Sunday, December 2, 2012

Why does Ross have doubts about accepting the grooms as murderers?

Here it is: At the end of Act 2, in Scene 4, there is this dialogue:



ROSS:


Is't known who did this more than bloody deed?


MACDUFF:


Those that Macbeth hath slain.


ROSS:


Alas, the day!


What good could they pretend?


MACDUFF:


They were suborn'd:


Malcolm and Donalbain, the King's two sons,


Are stol'n away and fled, which puts upon them


Suspicion of the deed.


ROSS:


’Gainst nature still!


Thriftless ambition, that wilt ravin up


Thine own life's means!

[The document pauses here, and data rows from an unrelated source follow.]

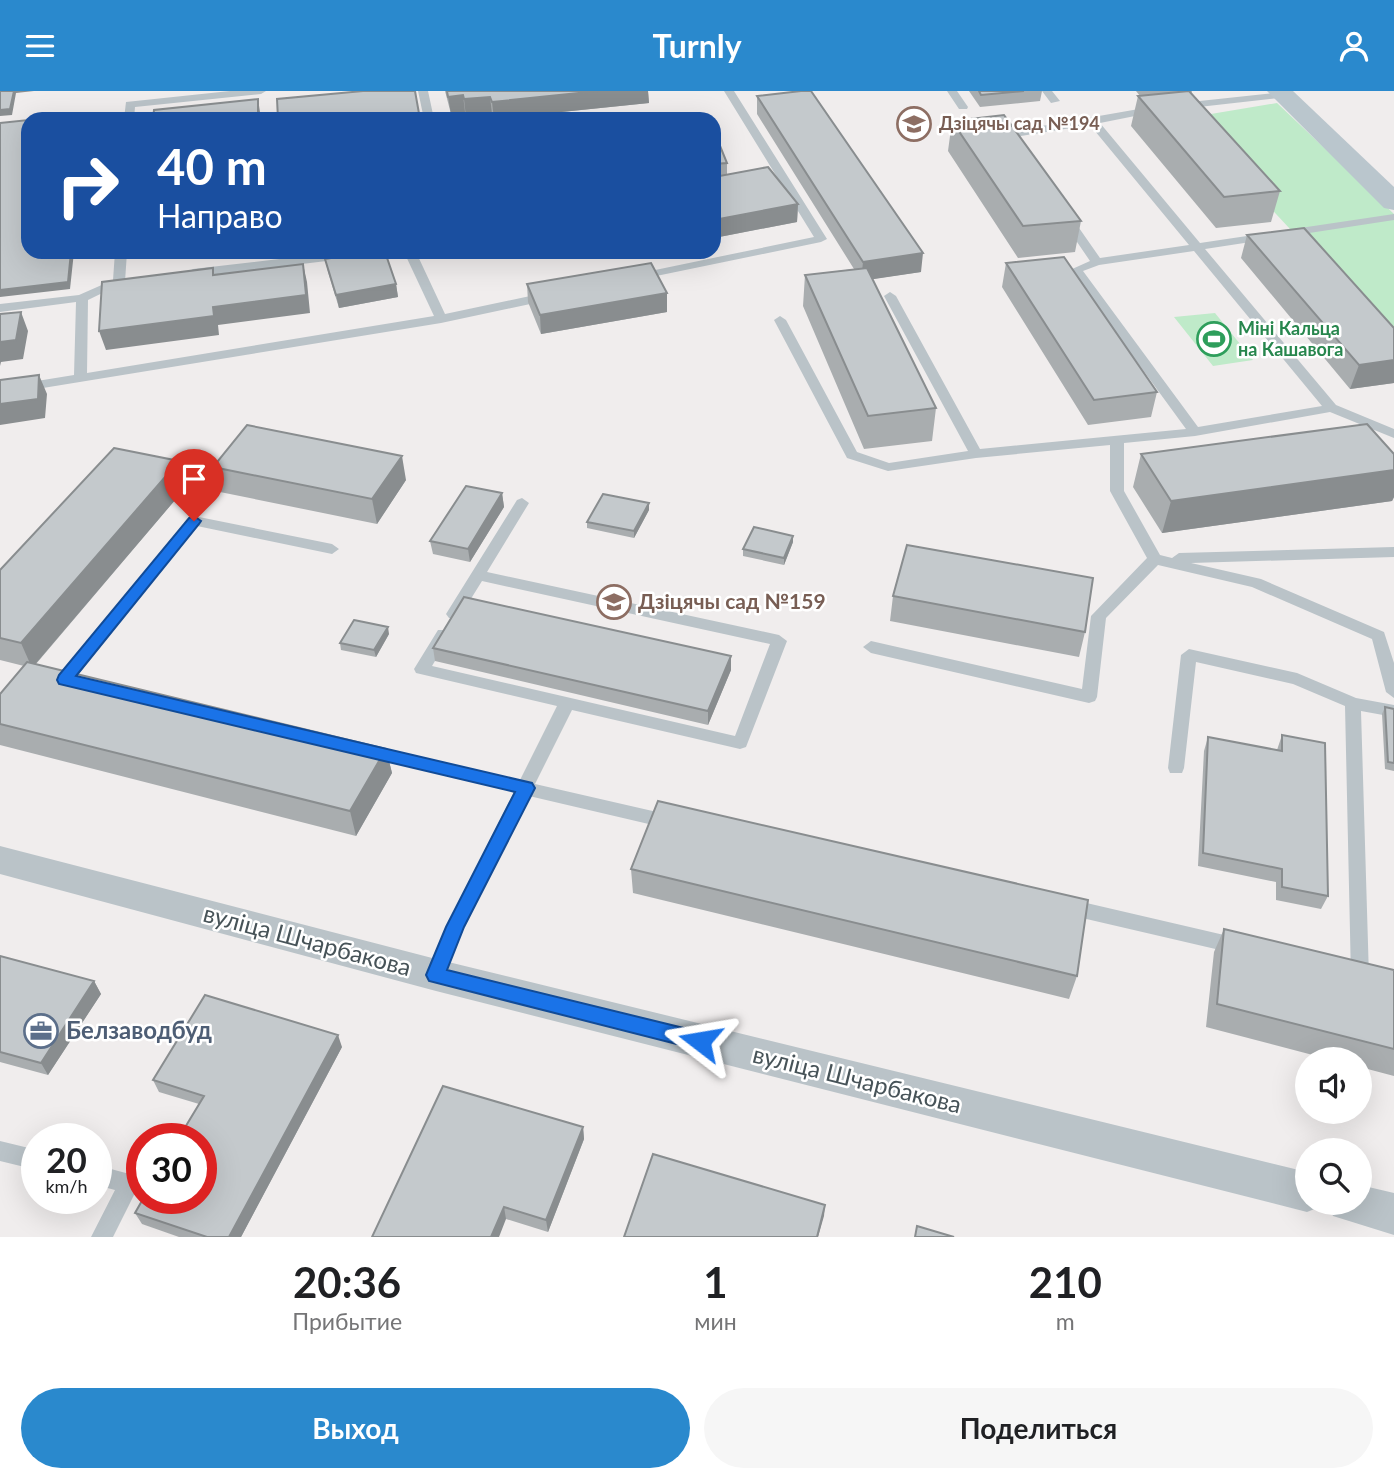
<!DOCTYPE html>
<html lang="ru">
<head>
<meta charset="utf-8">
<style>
	:root { --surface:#fff; --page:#f6f6f6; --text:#202124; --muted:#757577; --accent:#2a89cd }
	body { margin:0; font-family:Lato,sans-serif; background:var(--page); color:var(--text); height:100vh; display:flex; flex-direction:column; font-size:26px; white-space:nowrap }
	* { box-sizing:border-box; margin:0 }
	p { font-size:23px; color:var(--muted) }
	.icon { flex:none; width:38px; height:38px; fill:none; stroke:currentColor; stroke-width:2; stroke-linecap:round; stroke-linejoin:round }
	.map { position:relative; height:1146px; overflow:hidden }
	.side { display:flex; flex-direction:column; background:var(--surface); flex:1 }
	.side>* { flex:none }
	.guide { position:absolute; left:21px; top:21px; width:700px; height:147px; border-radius:21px; box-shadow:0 7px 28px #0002; background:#1a4fa0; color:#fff; overflow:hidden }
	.controls { position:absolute; left:1295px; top:956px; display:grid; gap:14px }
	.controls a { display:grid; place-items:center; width:77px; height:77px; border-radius:50%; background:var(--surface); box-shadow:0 7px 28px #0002; font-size:35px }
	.speed { position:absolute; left:21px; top:1032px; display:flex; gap:14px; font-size:35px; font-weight:700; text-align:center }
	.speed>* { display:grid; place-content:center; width:91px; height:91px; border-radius:50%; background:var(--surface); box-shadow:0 7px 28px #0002; line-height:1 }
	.speed small { font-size:18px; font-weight:400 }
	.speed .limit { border:10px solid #d22; background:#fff; color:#111 }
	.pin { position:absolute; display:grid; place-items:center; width:60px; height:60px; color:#fff; margin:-72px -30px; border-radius:50% 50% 50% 0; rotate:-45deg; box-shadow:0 0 7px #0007 }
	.pin .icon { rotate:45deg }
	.me { position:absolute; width:77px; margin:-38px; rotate:284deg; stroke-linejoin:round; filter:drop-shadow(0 0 5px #0008) }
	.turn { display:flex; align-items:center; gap:24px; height:147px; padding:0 21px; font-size:32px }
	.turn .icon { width:91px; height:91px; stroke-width:2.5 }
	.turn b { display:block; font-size:49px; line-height:60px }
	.eta { display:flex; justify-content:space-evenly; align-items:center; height:119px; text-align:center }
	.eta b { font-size:42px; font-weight:700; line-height:49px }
	.primary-button { display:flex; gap:14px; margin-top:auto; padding:14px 21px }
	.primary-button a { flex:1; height:80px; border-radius:42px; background:var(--accent); color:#fff; font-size:28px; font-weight:700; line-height:80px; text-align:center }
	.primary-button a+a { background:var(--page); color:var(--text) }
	header { display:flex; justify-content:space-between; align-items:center; height:91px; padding:0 21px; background:var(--accent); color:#fff; font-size:32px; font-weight:700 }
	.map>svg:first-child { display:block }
</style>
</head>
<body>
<header><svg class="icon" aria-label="menu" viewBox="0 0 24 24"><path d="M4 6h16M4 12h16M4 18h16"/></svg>Turnly<svg class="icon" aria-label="person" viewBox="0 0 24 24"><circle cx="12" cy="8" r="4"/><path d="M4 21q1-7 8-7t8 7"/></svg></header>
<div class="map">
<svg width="1394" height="1146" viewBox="0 0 1394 1146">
	<rect width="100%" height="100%" fill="#f0eded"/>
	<path fill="#bfeac9" d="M1277 12 1394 123V250L1187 27Z
		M1215 222 1253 269 1213 275 1174 226Z"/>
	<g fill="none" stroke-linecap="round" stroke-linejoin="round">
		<path fill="#bac3c8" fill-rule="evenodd" d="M230 0H266L261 3 135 16 134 28H124L126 11Z
			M418 0H428L434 28H424Z
			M724 0H734L827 148 821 151 632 190 630 187 636 183 814 146Z
			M947 0H957L968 16 967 18H959Z
			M1042 0H1052L1060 10 1051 12Z
			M1283 1 1288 4 1287 6 1181 18 1176 15 1181 12Z
			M1156 15 1160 16V20L1100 32 1200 152 1394 123V129L1205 158 1336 314 1394 338V347L1330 321 1195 345 1124 352V400L1160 464 1172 467 1179 462 1394 456V466L1191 472 1261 488 1384 541 1394 572V607L1386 601 1372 548 1252 496 1158 474 1106 527 1097 606 1095 610 1089 612 871 562 863 556 871 550 1082 598 1091 525 1147 467 1110 400V354L976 367 888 380 847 367 774 229 780 225 786 229 857 361 889 372 968 360 884 205 890 201 896 205 980 358 1186 338 1070 179 1090 170 1060 126 1070 124 1100 167 1189 154 1090 34 1014 46 1019 54 1014 57 1010 56 1002 44 1007 41ZM1194 160 1322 315 1198 336 1083 180 1099 174Z
			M663 21 667 22V26L616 28 621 25Z
			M115 161H127L125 191 88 209 87 282 434 225 404 161H416L445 223 549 201 555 205 549 209 441 232 0 304V296L74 284 76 211 0 221V213L79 204 113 189Z
			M339 161H374L368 165 193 186 187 182 193 178Z
			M522 407 529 412 487 481 779 544 787 550 746 656 740 658 572 619 535 693 670 724 676 726 679 731 676 736 670 738 529 705 464 836 443 890 436 892 429 890 427 884 446 836 514 701 368 666 362 664 360 660 362 656 368 654 520 689 557 615 416 582 414 578 438 539H448L451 543 432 575 735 645 770 553 482 490 459 527H449L446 523 517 409Z
			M194 425 332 453 339 458 332 463 197 435 77 585 83 587 85 591 83 595 77 597 59 593 57 589 59 585 189 427Z
			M1189 558 1297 582 1356 607 1394 614V626L1361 620 1369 886 1367 892 1360 894 1353 892 1351 886 1345 615 1293 593 1196 571 1184 677 1182 682H1170L1168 677 1181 564Z
			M1065 807 1237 847 1244 849 1246 855 1244 861 1237 863 1065 823 1059 820 1056 815 1059 810Z
			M0 1050 37 1059V1079L0 1070Z
			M96 1074 137 1085 140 1092 113 1146H91L115 1099 96 1094Z"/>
		<path fill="#bac3c8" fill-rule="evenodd" d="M0 755 436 868 1307 1081V1111H1324L1322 1115 1307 1121 436 900 0 783Z
			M1360 1094 1394 1102V1144L1333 1125 1327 1111H1360Z"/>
		<path fill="#bac6cd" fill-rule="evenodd" d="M1267 0H1293L1394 96V119L1384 117Z"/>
	</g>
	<path fill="#a9adaf" d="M445 0H648L649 12 494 28 492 23 466 26 465 21 451 23Z
		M969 0H1042L1040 10 980 16Z
		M1136 0H1192L1191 3 1280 100 1271 131 1216 137 1131 35 1138 5H1140Z
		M757 5 921 181 872 188 936 317 932 350 864 358 803 215 805 184 854 178 757 23Z
		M952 30 1081 130 1075 161 1018 167 948 60Z
		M714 46 727 72V84L798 113 797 131 714 147Z
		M1247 144 1394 237V292L1350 298 1241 167Z
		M325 168 396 193 398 206 339 217 328 181Z
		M1006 172 1157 301 1151 326 1088 334 1002 196Z
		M527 193 667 221 541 243 528 211Z
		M1141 363H1394V406L1392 410 1162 442 1133 396Z
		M213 376 406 389 377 433 220 401Z
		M187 395 36 573 386 658 392 682 356 745 0 654V603L24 575 0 569V479Z
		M502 402 504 416 470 471 433 463 430 450Z
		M649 419 634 447 587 437V431Z
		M793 445V451L784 474 743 465V458Z
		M893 505 1085 541 1079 566 890 530Z
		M389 543 376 566 341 559 340 552Z
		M433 557 731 565V579L708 634 435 570Z
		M1385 616 1394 618V680L1385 678 1382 623Z
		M1282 644 1328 805 1321 818 1276 809V791L1198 775 1204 660 1208 646 1277 659Z
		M631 778 1077 885 1069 908 633 802Z
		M1224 838 1394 879V985L1360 976V968H1328L1206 936 1214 861Z
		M0 865 94 890 101 903 48 984 0 971Z
		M342 956 241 1146H179L142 1133 135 1122 199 1013 159 1001 153 989Z
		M583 1036 584 1048 548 1141 506 1128 372 1146Z"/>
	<path fill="#898d8f" d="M14 0H34L16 2 12 24 0 25V19Z
		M598 0H648L649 12 494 28 492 11Z
		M463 4 465 21 451 23 448 6Z
		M490 6 492 23 466 26 464 8Z
		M258 8 261 28H236Z
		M798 113 797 131 714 147V129Z
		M71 161H74L70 198 0 206V199Z
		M923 162 921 181 861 190 863 171Z
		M303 173 307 191 310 222 218 234 219 244 106 259 99 240 213 216Z
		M396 193 398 206 339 217 336 204Z
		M667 202V221L541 243 540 224Z
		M21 221 28 240 23 268 1 271 0 275V251Z
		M1394 269V292L1350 298 1359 274Z
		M39 284 47 303 45 327 0 334V313Z
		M402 365 406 389 377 433 372 408Z
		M179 370 187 395 32 577 21 552Z
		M1394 379V406L1392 410 1162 442 1171 410Z
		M502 402 504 416 470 471 468 458Z
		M649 412V419L634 447V440Z
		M793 445V451L784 474V467Z
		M388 536 389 543 376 566 374 559Z
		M731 565V579L708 634V620Z
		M386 658 392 682 356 745 350 720Z
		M94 890 101 903 48 984 41 972Z
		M338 944 342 956 241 1146H229Z
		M583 1036 584 1048 548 1141 546 1129Z
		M825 1114 824 1125 818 1146H817Z
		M504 1116 506 1128 499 1146H491Z"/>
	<path fill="#c4c9cc" stroke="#898d8f" stroke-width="2" d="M0 0H14L10 18 0 19Z
		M363 0H415L420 28H278L277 8Z
		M447 0H598L492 11 490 6 464 8 463 4 448 6Z
		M801 0H811L923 162 863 171 757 5Z
		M979 0H1024L981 4Z
		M1189 0 1280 100 1224 106 1138 5Z
		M258 8V26L236 28H153L154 19Z
		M87 23V28H37Z
		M1004 24 1081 130 1023 135 952 30Z
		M28 29V161H71L68 191 0 199V32Z
		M716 45 727 72 714 73V46Z
		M768 76 798 113 714 129V86Z
		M1304 137 1394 237V269L1359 274 1247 144Z
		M368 161H385L396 193 336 204 325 168Z
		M1064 166 1157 301 1094 309 1006 172Z
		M651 172 667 202 540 224 527 193Z
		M303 173 306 204 213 216 214 225 99 240 102 191 213 177V184Z
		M867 177 936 317 868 325 805 184Z
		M21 221 16 249 0 251V223Z
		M39 284 38 308 0 313V289Z
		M1367 333 1394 363V379L1171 410 1141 363Z
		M247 334 402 365 372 408 213 376Z
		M114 357 179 370 21 552 0 547V479Z
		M466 395 502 402 468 458 430 450Z
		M603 403 649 412 634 440 587 431Z
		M754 436 793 445 784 467 743 458Z
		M907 454 1093 487 1085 541 893 505Z
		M464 506 731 565 708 620 433 557Z
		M354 529 388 536 374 559 340 552Z
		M27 571 386 658 350 720 0 633V603Z
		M1385 616 1394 618V672L1388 671Z
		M1282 644 1325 652 1328 805 1282 796V778L1203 762 1208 646 1282 660Z
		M658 710 1088 809 1077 885 631 778Z
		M1224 838 1394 879V958L1217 913Z
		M0 865 94 890 41 972 0 961Z
		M205 904 338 944 229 1146H207L135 1122 143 1108H201V1048H178L204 1005 153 989Z
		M443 995 583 1036 546 1129 504 1116 491 1146H372Z
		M653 1063 825 1114 817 1146H624Z
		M917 1135 954 1146H915Z"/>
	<path fill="#1a73e8" stroke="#114b97" stroke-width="2" d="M194 425 201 430 199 433 76 585 532 692 535 697 464 836 447 879 700 941 707 944 709 950 707 956 700 959 429 890 426 884 446 836 515 701 59 593 57 589 59 584 189 427Z"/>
	<defs>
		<g id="school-ring" transform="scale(1.75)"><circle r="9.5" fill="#fff" stroke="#8d6e63" stroke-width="1.5"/><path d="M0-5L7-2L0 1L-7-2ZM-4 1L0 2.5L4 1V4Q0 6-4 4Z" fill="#8d6e63"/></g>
		<g id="stadium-ring" transform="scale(1.75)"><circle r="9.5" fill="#fff" stroke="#2e9e5b" stroke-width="1.5"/><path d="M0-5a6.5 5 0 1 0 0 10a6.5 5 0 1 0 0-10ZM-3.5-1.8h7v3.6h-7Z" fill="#2e9e5b"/></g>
		<g id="office-ring" transform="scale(1.75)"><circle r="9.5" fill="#fff" stroke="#5c6f8a" stroke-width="1.5"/><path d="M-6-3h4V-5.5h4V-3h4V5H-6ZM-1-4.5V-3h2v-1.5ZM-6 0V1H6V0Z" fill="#5c6f8a"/></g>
	</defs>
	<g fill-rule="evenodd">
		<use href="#school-ring" x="914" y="33"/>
		<use href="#stadium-ring" x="1214" y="248"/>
		<use href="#school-ring" x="614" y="511"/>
		<use href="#office-ring" x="41" y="940"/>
	</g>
	<g text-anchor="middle" stroke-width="5" stroke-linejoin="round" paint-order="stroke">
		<g font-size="18" font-weight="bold" fill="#785e54" stroke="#fff" text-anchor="start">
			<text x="939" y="39">Дзіцячы сад №194</text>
		</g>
		<g font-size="18" font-weight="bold" fill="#27864d" stroke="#fff" text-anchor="start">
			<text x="1238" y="244">Міні Кальца<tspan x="1238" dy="21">на Кашавога</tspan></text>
		</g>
		<g font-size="21" font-weight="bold" fill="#785e54" stroke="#fff" text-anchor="start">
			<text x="638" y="518">Дзіцячы сад №159</text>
		</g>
		<g font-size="24" fill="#475358" stroke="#fff">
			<text transform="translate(307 850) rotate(15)" y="8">вуліца Шчарбакова</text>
			<text transform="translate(857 989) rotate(14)" y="8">вуліца Шчарбакова</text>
		</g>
		<g font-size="24" font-weight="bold" fill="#4e5e75" stroke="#fff" text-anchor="start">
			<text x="66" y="948">Белзаводбуд</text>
		</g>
	</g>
</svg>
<div class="controls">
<a><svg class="icon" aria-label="sound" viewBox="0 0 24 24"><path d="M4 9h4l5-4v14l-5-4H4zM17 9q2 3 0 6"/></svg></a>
<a><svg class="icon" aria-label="search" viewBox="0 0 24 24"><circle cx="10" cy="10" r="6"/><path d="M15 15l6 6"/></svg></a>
</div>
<div class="speed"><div>20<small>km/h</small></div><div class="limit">30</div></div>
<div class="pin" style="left:194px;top:430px;background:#d93025"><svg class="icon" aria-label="arrive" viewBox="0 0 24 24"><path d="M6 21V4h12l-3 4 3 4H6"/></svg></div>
<svg class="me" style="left:700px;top:950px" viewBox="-20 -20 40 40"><path d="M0-17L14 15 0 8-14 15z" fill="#1a73e8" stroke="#fff" stroke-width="4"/></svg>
<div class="guide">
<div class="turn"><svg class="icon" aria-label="right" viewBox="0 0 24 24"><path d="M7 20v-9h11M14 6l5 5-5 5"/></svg><div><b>40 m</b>Направо</div></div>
</div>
</div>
<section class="side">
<div class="eta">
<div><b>20:36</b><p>Прибытие</p></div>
<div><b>1</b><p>мин</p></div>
<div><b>210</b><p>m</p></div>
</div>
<div class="primary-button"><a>Выход</a><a>Поделиться</a></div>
</section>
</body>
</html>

Then ’tis most like


The sovereignty will fall upon Macbeth.



Ross has his doubts because it doesn't make any sense. A murderer has to have a motive, and as he asks, "What good could they pretend?" What in the world could they gain by doing such a thing? (Weirder still, although he doesn't ask it, why would they kill the King and then go back to sleep!?). The answer, from Macduff, is that they were secretly ordered to do the killing by the King's sons Malcolm and Donaldbain. That explanation, too, makes no sense to Ross, for their father was loved by them and was all they had.


Leave it to the Macbeths to come up with a plan that nobody in his right mind would believe.